• What is expected
Each record below needs to be set down again exactly.

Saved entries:
----
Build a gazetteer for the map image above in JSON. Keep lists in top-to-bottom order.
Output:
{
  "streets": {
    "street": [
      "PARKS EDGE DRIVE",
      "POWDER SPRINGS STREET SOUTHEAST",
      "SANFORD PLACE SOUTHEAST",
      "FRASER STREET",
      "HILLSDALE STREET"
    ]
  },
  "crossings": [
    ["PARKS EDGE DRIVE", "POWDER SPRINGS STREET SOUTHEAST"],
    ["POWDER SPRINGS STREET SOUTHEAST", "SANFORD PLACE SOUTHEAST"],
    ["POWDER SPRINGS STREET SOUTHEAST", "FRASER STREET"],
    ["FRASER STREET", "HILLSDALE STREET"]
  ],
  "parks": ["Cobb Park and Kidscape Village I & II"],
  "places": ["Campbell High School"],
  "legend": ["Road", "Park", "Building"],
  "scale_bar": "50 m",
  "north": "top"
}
----
• Written reply
Build a gazetteer for the map image above in JSON. Keep lists in top-to-bottom order.
Output:
{
  "streets": {
    "street": [
      "PARKS EDGE DRIVE",
      "POWDER SPRINGS STREET SOUTHEAST",
      "SANFORD PLACE SOUTHEAST",
      "FRASER STREET",
      "HILLSDALE STREET"
    ]
  },
  "crossings": [
    ["PARKS EDGE DRIVE", "POWDER SPRINGS STREET SOUTHEAST"],
    ["POWDER SPRINGS STREET SOUTHEAST", "SANFORD PLACE SOUTHEAST"],
    ["POWDER SPRINGS STREET SOUTHEAST", "FRASER STREET"],
    ["FRASER STREET", "HILLSDALE STREET"]
  ],
  "parks": ["Cobb Park and Kidscape Village I & II"],
  "places": ["Campbell High School"],
  "legend": ["Road", "Park", "Building"],
  "scale_bar": "50 m",
  "north": "top"
}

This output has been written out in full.